Discussion in 'Remodel Forum & Blog' started by RBPhilip, Dec 1, 2004.

  1. RBPhilip

    RBPhilip New Member

    Messages:
    6
    As I've been remodelling I've been upgrading various features of the house. This summer when the roof was off I added a vent pipe into the kitchen, to be connected to the over-stove microwave when the kitchen got to that state.

    Well, yesterday I installed the cabinets and today the microwave goes in. But I discovered a small puddle of water in the cabinet where the vent terminates.

    It's an unbroken 4" pipe, nicely sealed and capped outside the house and it's clear (drops remaining in the pipe) that the water has come from inside the pipe.

    Is this likely just because the (open) pipe was allowing warm, moist air from inside the house to rise into the pipe sticking above the roof into the 5 degree air? I'm guessing that when the microwave is hooked up and everything is more sealed that this won't be happening..

    Or, have I done something stupid with my installation, perhaps? It really is just a strait piece of galvanized pipe sticking out of the roof (nicely sealed, as mentioned) with a cap...

    Rob
  2. jdkimes

    jdkimes Engineer

    Messages:
    181
    Location:
    Littleton, CO
    Probably condensation. Since it sounds like you don't have the vent fan from the microwave attached yet a lot of the air from the kitchen was probably just drifting up there and the cold air from the outside and in the attic made it condense on the duct.

    Make sure you wrap insulation around that vent duct in the attic and you might think about getting an exhaust fitting that has a damper. Some string around the insulation will help keep in on the duct or look for some insulation specifically made for goind around a 4" duct.
    Once you get the microwave vent fan on that will keep most air from drifting up and the roof damper will keep some of the cold air out of the duct and when the fan is on the insulation will help keep the moisture from condensing until it gets outside.
  3. jadnashua

    jadnashua Retired Defense Industry Engineer xxx

    Messages:
    22,019
    Location:
    New England
    I assume that the microwave goes over the stove and doubles as a vent fan? Usually, the internals of the thing has a damper on it. If not, then you should install one. The installation instructions should indicate. I'd put the damper down as low as possible to prevent convection currents. It doesn't hurt to insulate the pipe in the attic as well. I agree - the moisture is probably from condensation. It is possible that some is from moisture getting around the vent cap, too, especially if it has been windy.
  4. RBPhilip

    RBPhilip New Member

    Messages:
    6
    Condensation...

    Thanks gents.

    The microwave (above the stove) does have a baffle. There really isn't any attic space - above the microwave is about 5' of pipe - 1' in the ceiling, 1.5' going through two roofs and 2.5 feet above the roof.

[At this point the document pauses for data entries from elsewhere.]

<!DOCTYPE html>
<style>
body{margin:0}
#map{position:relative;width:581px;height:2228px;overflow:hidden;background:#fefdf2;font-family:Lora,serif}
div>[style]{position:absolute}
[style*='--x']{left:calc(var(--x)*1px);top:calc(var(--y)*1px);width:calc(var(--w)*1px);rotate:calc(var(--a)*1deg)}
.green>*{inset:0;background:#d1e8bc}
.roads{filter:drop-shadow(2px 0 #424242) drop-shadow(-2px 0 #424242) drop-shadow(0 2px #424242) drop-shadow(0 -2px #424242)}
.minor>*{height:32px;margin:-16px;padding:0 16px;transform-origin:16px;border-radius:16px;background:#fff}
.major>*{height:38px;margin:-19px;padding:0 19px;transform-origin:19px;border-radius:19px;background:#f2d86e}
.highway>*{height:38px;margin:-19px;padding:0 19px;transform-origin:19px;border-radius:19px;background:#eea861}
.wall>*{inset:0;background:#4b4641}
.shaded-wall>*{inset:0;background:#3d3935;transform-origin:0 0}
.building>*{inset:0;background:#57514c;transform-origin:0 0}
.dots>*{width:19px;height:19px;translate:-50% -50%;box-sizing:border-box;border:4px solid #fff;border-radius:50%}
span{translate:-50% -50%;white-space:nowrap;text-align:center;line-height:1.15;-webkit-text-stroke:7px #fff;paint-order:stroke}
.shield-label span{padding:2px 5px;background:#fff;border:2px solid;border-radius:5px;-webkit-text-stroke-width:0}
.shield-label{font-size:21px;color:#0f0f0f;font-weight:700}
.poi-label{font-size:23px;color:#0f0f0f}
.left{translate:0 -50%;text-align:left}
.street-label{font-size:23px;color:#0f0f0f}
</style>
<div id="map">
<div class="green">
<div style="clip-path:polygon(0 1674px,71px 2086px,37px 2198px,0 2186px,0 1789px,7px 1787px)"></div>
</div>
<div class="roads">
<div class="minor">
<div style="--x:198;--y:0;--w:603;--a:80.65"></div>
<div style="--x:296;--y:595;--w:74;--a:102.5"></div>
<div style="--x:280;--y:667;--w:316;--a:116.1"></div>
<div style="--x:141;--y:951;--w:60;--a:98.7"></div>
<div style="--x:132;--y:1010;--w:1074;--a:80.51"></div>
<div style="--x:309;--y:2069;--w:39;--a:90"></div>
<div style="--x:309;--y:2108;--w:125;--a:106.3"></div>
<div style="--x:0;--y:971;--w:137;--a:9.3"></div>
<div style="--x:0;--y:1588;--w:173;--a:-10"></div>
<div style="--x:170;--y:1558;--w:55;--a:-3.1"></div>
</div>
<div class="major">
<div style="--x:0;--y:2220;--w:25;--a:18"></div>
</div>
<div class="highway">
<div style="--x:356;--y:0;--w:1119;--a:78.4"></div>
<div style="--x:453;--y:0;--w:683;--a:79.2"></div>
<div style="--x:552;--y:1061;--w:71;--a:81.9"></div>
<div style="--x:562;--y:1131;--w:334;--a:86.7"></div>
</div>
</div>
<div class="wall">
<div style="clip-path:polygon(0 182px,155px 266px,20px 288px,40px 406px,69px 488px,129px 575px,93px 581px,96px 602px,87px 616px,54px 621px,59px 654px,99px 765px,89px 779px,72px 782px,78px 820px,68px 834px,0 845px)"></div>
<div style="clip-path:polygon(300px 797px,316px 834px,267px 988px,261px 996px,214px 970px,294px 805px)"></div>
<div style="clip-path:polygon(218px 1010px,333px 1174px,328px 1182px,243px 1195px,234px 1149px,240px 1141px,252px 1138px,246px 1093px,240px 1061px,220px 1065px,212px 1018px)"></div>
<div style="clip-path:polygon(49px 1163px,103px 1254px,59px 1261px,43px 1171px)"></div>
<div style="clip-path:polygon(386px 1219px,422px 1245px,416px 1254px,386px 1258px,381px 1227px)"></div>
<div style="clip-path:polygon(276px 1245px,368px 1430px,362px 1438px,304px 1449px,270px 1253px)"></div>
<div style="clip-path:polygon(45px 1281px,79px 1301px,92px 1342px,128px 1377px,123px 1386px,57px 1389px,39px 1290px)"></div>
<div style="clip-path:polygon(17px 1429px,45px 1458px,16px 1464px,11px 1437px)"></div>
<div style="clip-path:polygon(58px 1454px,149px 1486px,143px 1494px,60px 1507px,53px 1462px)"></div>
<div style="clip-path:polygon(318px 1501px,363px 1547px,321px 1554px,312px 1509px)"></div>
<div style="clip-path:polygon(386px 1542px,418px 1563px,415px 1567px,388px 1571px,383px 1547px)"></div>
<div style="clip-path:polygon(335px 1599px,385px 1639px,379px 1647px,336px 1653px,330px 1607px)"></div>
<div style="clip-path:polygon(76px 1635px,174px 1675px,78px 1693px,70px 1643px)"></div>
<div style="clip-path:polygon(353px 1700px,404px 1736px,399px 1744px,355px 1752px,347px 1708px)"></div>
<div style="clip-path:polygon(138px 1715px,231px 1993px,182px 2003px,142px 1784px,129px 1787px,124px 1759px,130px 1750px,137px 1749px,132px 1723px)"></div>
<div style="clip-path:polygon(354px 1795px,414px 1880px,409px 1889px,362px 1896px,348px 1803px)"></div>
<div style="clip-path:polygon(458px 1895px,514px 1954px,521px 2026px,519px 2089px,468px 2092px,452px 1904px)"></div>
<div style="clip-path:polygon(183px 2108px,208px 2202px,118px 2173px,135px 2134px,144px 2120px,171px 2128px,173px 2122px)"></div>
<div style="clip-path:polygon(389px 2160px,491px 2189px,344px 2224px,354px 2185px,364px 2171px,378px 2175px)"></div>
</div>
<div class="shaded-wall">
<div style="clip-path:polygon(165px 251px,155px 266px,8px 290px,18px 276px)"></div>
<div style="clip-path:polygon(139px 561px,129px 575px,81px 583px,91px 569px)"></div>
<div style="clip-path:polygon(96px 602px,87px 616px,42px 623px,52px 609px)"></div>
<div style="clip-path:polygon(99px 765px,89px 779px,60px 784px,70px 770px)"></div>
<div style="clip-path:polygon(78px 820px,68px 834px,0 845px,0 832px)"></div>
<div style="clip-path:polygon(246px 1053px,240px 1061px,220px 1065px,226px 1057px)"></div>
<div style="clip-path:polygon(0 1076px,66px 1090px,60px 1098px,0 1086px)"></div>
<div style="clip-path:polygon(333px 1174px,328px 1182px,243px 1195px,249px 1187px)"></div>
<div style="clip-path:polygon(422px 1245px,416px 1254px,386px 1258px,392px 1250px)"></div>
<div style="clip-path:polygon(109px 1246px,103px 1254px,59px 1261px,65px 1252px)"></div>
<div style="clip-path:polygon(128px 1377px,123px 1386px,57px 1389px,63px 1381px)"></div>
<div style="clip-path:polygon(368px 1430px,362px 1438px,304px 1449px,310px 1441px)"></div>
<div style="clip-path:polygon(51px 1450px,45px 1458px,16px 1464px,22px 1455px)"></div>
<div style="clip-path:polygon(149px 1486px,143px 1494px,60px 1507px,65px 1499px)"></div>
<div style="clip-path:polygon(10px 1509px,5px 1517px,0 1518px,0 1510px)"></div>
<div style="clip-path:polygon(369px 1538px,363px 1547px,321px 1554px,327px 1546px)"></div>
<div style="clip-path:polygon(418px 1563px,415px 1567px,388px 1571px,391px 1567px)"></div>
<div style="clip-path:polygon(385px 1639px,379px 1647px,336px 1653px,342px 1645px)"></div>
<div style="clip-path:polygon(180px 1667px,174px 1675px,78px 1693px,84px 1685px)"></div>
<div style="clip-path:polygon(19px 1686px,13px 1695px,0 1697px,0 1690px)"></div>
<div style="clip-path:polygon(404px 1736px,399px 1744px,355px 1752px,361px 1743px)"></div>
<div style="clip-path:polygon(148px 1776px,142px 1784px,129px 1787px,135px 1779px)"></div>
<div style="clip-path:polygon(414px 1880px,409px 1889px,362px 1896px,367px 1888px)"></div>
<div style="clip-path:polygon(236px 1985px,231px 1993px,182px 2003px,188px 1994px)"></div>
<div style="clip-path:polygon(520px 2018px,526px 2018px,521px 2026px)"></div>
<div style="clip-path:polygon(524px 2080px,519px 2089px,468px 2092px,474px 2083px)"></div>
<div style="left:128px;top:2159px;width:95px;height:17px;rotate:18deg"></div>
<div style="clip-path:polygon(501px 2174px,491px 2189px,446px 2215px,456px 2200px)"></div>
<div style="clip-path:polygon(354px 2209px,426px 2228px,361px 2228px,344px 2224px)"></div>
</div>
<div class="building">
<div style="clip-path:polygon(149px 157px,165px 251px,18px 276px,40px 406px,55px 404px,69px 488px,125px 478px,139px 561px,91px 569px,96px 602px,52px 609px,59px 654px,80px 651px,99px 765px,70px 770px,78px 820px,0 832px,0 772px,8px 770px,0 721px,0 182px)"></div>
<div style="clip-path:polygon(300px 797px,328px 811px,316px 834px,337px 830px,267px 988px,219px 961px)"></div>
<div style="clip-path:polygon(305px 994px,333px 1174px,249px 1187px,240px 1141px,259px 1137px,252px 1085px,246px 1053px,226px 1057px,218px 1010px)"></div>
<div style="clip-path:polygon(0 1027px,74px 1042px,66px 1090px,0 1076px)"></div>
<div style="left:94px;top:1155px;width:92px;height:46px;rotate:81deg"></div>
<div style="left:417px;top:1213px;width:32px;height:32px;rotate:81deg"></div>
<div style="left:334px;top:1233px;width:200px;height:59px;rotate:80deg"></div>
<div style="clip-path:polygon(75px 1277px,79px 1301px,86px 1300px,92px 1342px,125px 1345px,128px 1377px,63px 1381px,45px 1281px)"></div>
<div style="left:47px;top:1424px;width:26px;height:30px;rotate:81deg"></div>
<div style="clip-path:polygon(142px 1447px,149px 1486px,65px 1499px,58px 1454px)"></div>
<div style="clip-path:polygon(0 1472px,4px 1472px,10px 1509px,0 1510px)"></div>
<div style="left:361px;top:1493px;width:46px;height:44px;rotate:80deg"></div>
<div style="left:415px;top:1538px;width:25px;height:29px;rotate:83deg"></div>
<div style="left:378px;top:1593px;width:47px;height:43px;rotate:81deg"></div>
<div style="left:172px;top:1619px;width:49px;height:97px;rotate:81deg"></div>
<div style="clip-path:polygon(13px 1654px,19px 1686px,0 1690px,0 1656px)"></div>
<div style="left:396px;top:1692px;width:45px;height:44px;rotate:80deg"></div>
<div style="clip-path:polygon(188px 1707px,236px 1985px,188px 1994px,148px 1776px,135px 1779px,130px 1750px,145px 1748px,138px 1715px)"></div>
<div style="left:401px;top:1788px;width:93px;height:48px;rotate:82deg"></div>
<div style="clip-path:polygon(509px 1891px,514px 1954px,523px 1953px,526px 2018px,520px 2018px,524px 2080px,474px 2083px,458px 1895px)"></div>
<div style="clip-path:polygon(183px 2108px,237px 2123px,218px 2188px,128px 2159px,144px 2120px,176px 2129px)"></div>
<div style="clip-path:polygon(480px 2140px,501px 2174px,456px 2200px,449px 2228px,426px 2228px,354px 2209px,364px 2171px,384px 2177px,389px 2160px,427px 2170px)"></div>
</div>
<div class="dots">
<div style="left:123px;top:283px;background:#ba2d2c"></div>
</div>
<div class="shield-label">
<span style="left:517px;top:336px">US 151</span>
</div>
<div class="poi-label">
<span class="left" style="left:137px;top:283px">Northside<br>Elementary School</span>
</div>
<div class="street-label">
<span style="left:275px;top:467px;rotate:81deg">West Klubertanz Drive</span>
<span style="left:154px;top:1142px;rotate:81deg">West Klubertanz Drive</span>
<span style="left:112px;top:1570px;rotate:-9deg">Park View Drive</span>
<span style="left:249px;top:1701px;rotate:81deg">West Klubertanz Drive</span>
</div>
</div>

    I'm betting that now the microwave is installed there won't be much head rising up the pipe. Next summer I'll install a baffle at the top, too...

    Rob
  5. daveydo

    daveydo New Member

    Messages:
    36
    You must insulate the pipe in the attic and anywhere else it comes in contact with cold air. What would concern me about this type of installation is that the pipe is vertical or less than 90 degress to the horizontal
    The pipe is exposed to cold air on the outside. It will give up its heat to anything colder that touches it, such as air. Unlike a pipe making a graded horizontal exit thru a soffit or wall, the vertical pipe being exposed outside the building has a tendency to cool the air as it passes thru and create condensation which due to gravity will run back inside.